Initial thought: "Hmm, now I get why the futures massively reversed while I was sitting in the green room." As I provided a quick assessment on the shock factor of this latest life-altering development, the inevitable dawned on me afterwards. First, QE3 would not fix iota of what I am seeing in second-quarter earnings and hearing on conference calls, and that goes for full-year outlooks as well. Second, investors must be very careful not to divert from winning strategies following a story that was absent quotes from Fed members on precisely the reason for the market's reversal -- the prospect of QE3 at next week's Federal Open Market Committee meeting.
When it comes to investing, I believe a few things at this point. First, there are individual success stories to be bought, and a worthy simple screen to run is any company with under 40% of its revenues derived internationally. Once those results are yielded, make sure the percentage of sales from the international scene is at least 10% or more weighted toward Asia. That area of the world comprises economies that, while they're slowing in growth rates, do offer an offset to a company's likely horrid European profit margins. Second, realize that the screen will leave you with predominantly a U.S.-centric business at risk of surprising to the downside in the third and fourth quarters, given an array of macroeconomic issues.
Basically, what I am saying is that your portfolio has to be actively managed. It's unacceptable to buy into the crowded dividend-payer trade and hold to forever, because the underlying company is probably a slow-growing multinational.

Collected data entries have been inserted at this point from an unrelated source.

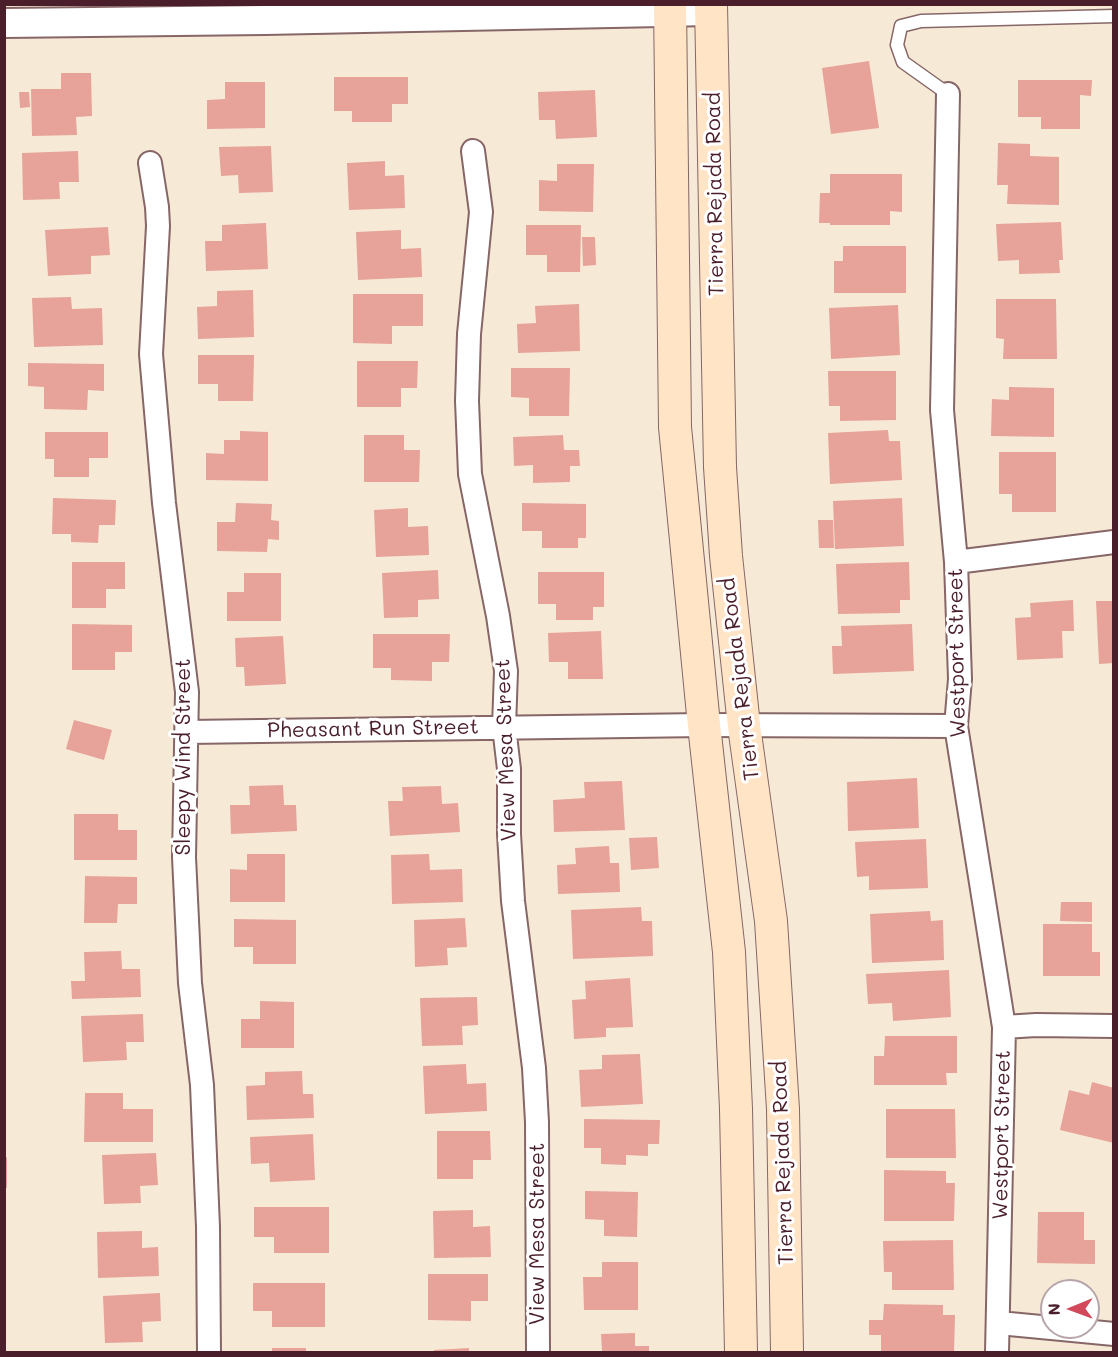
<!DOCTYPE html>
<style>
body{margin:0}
#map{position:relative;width:1118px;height:1357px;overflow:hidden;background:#f6ead6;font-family:Mali,sans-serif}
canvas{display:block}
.frame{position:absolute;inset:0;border:6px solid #4a1f2b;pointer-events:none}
.north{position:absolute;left:1040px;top:1279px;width:60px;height:60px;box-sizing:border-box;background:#fff;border:2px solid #b7a5aa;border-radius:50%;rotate:269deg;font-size:16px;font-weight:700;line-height:24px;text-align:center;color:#4a1f2b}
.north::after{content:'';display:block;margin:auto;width:21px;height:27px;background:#d1495b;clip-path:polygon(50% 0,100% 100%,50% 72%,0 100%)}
</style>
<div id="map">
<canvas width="1118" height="1357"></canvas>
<div class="frame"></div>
<div class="north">N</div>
</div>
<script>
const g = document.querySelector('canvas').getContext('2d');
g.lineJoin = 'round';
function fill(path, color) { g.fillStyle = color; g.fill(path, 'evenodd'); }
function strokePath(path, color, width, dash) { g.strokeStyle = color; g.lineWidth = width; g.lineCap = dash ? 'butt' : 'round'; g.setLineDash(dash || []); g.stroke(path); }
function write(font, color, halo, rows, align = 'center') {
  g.font = font + ' Mali,sans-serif'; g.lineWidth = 6; g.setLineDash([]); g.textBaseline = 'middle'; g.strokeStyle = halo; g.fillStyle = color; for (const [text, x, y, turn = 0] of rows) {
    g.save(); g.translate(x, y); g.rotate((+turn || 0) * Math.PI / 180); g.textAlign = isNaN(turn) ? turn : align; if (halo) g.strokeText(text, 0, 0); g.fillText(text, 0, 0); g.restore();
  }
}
const building = new Path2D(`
 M869,61L879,128L831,134L822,68Z
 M61,73H91L92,116L76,117L77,135L32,136L31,89H61Z
 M334,77H408V104H392V122H352V111H334Z
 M1018,80H1092L1091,96L1080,95V129H1041V117H1018Z
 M225,82H265V128L207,129V100L225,99Z
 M595,90L597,137L556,139L555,120H539L538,92Z
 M19,92H29L30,107L20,108Z
 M998,143L1030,144V156L1059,157V205L1007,204L1008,185H997Z
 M271,146L273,192L239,193L238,175L221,176L219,147Z
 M78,151L79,182H59L60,199L23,200L22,153Z
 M385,161V176L404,175L405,208L349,210L347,163Z
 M557,164H594L593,212L539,211V180L557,181Z
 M830,174H902V212L890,211V225H830V223H819L820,193H830Z
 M1061,222L1063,260H1059L1060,273L1019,274V260L998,261L996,224Z
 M266,223L268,269L206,271L205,241H222V225Z
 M526,225H581L580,272H547V255H526Z
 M108,227L110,255L91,256V274L48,276L45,230Z
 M401,230V249L421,248L422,277L358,280L356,232Z
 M582,237H595L596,265L583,266Z
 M843,246H906V293H834V261H843Z
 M253,290L254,337L198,339L197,307L217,306V291Z
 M353,294H423V326H392V344L353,343Z
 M71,297L72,309L102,308L103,345L34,347L32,298Z
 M996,299H1056L1057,359H1003L1004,339L996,338Z
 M579,304L580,351L518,353L517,324L536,323L535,306Z
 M898,305L900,355L831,359L829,308Z
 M198,355H254L253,401H218V384H198Z
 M357,361H418L417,388H401V407H357Z
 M28,363L104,364V391L88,390L87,410L44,409V387L28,386Z
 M511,368H570L569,416H529V398L511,397Z
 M828,371H896V420L840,421V406H829Z
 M1009,387L1054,388V437L991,436L992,399L1009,400Z
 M888,430L889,441H900L902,480L830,484L828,433Z
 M240,431L268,432V481L206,480V453L224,454V440H240Z
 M45,432H108V458H89V477H54V459H45Z
 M364,435H404V450H420L419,482H364Z
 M563,435L564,450H579L580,466H570V482L533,483V465L514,466L513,437Z
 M999,452H1056V512H1012V494H999Z
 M53,498L116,500L115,525H99L98,543L71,542V534H52Z
 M902,498L904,546L835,549L833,501Z
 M236,503L272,504L271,520L279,521V540L268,539L267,552L217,551V522H235Z
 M522,503L586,504V538H578V548H542V531H522Z
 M408,508V527L428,526L429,555L376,557L374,510Z
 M818,520H833L834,548H819Z
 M72,562H125V589H106V608H72Z
 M909,562L910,600H900V613L838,614L836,564Z
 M438,570L439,599L418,600V617L384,618L382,573Z
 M538,572H604V607H593V620H556V604H538Z
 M244,573H281V621H227V592H244Z
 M1073,600L1074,631H1062L1063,658L1017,660L1015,618L1031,617L1030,603Z
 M1096,601H1114V663L1099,664Z
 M72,624L132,625V652H115V670H72Z
 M912,624L914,671L833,674L832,646H842L841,626Z
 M601,631L603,679H568V662H549L548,633Z
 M373,634H450L449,662H432V681L391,680V668H373Z
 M283,636L286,684L245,686L244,667H236L235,638Z
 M74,720L112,730L104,760L66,749Z
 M917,778L919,828L848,831L847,782Z
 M622,781L625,830L554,832L553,800L585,798L584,782Z
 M283,785L284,805H296L297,831L231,834L230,805H250L249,786Z
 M441,786L442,804L458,803L460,832L390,836L388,801H403L402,787Z
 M74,814H118V830H137V860H74Z
 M657,837L659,868L631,870L629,838Z
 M926,839L928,888L869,890V876L857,877L855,842Z
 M609,846L610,863H619L620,892L558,894L557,865L576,864L575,848Z
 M247,854H285V902H230V869L247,870Z
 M429,854L430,870L462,869L463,902L392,904L391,855Z
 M85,876L137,877V904H118L117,923H84Z
 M1061,902H1092V922L1060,921Z
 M641,907L642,921H652L653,956L573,959L571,910Z
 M930,911L931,921L943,920L944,960L872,963L870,914Z
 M465,918L467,947L447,948L448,965L415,967L414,920Z
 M234,919L296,920V964H253V947H234Z
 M1043,924H1092V952H1100V976H1043Z
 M121,951L122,969H140L141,997L72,999L71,981H85L84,952Z
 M949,970L951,1017L893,1021L892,1003L868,1004L866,974Z
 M630,978L633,1027L606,1028V1037L574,1039L572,1000L586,999L585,981Z
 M477,997L478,1025L462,1026L463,1045L422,1046L420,998Z
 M260,1001L294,1002V1048H241V1019H260Z
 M143,1014L144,1042H126L127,1060L83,1062L81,1016Z
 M885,1036H957V1073H946L947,1085H874V1056H884Z
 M640,1054L643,1104L581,1107L579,1070L602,1069V1055Z
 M466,1064L467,1084L486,1083L487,1111L425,1114L423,1066Z
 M302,1071L303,1094H313L314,1118L247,1120L246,1086L265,1085V1072Z
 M1092,1082L1114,1088V1143L1060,1130L1069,1090L1089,1095Z
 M85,1093H123V1109H153V1142H84Z
 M886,1109H955L956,1158H886Z
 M584,1119L660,1120L659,1144H648V1156L626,1155V1165L601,1164V1148H584Z
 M437,1131H490L491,1160H473V1179H437Z
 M313,1134L315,1180L270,1182L269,1163L251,1164L250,1137Z
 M156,1153L158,1185L140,1186L141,1203L104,1204L102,1155Z
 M4,1157H7V1188H4Z
 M884,1170L946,1171V1183H955L954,1221H884Z
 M585,1191L638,1192L637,1237L604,1236V1220L585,1219Z
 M254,1207H329V1253H274V1237H254Z
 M473,1210V1227L490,1226L491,1257L434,1258L433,1211Z
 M1038,1212H1084V1240H1095V1264L1037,1263Z
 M142,1231V1248L158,1247L159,1276L98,1278L97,1232Z
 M953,1240L954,1290H892V1272H884L883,1241Z
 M602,1262H638V1310H584L583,1277H602Z
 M428,1274H488V1301H471V1321L428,1320Z
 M253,1283H325V1327H272V1311H253Z
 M160,1293L161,1321L142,1322L143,1342L105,1343L103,1296Z
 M884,1304L943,1305V1315H955L954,1352H881V1335H869V1320H883Z
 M635,1333V1346H649V1352H602L601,1334Z
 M272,1348H306V1352H272Z
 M469,1348V1352H434V1350Z`);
const service = new Path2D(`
 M948,94L903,62L897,45L901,26L921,21L1114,16`);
const minor = new Path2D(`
 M948,94L942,410L956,562L960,679L956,726L1004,1027L997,1352
 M473,151L481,212L469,334L467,401L470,474L498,616L506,671L504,727L509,769V834L513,901L534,1068L537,1122L538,1352
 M150,163L157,207L158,226L151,354L164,503L187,692L184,857L190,983L202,1085L208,1227L209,1352
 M956,562L1114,542
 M187,732L704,725L956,726
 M1004,1027L1036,1025L1114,1026
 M999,1323L1114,1334`);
const tertiary = new Path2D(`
 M4,23L265,20L711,11`);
const secondary = new Path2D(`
 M670,4L675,427L704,725L729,952L736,1109L741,1352
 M711,4L720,467L726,556L744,726L771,921L783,1109L787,1352`);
const streetNames = [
 ["Tierra Rejada Road",715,194,-91],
 ["Westport Street",957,653,-91],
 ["Tierra Rejada Road",740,679,-97],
 ["Pheasant Run Street",373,729,-1],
 ["View Mesa Street",506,750,-92],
 ["Sleepy Wind Street",184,757,-90],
 ["Westport Street",1002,1135,-89],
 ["Tierra Rejada Road",783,1163,-92],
 ["View Mesa Street",538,1234,-90]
];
fill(building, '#e7a29a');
strokePath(service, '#866667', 15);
strokePath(minor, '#866667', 26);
strokePath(tertiary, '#866667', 32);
strokePath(secondary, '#866667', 34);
strokePath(service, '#fff', 12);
strokePath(minor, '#fff', 22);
strokePath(tertiary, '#fff', 28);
strokePath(secondary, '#ffe4c6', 32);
write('21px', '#4a1f2b', '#fff', streetNames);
</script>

The slow-growing aspect is a function of unimaginative products -- for example, packaged food -- on which investors depend to drive sizable volume to balance weak gross profit margins. This is meant to create upside potential to operating profit margins and earnings through free cash flow that's spent on share repurchases. Under Armour (UA) wins over Nike (NKE), as it's a U.S. business with multiple product platforms for growth. McDonald's (MCD) looks less appealing compared with Panera in this need to actively manage world.
In the end -- meaning today -- weakening corporate fundamentals have to be the numero uno focus for you, as opposed to a headline bomb tossed into a weak tape. These are some sights and sounds of earnings season this week. Add them to the laundry list of notes scribbled from today's morning reporters.
The extra-bold outlook: Panera actually expects acceleration in its earnings-per-share growth rates in the fourth quarter vs. the third quarter. If unfavorable macro data mount in coming weeks, look for the market to reverse Panera's earnings pop on an assumption that the fourth-quarter earnings outlook is too optimistic.
The luck-pushers: Chipotle (CMG) was on a price-hike campaign in 2011, and ditto for Buffalo Wild Wings (BWLD). Now, with consumer spending moderating (despite gas-price relief), there is a realization that prices for certain goods or services just "feel" too high. That, in turn, leads to lost sales. I will lump in Whirlpool (WHR) here, as well, as it underperformed U.S. industry shipments in the second quarter following hefty cost-based price increases.
Understand what a product does: Under Armour was quite proud of its footwear sales performance, as it should be. However, it's a lower gross-profit-margin business for the company, as compared with apparel. The trick is this: A greater volume of footwear, against a generally fixed-cost base for the product, is good for operating-profit margins. But, should the economy grind to a halt in 2012, Under Armour will be left with high inventories of low-margin product that is destined for factory-store discounts. This would obviously be an unwelcome occurrence, and one that would get me thinking about a Nike amid a better, more diverse product mix and subdued market sentiment on the name.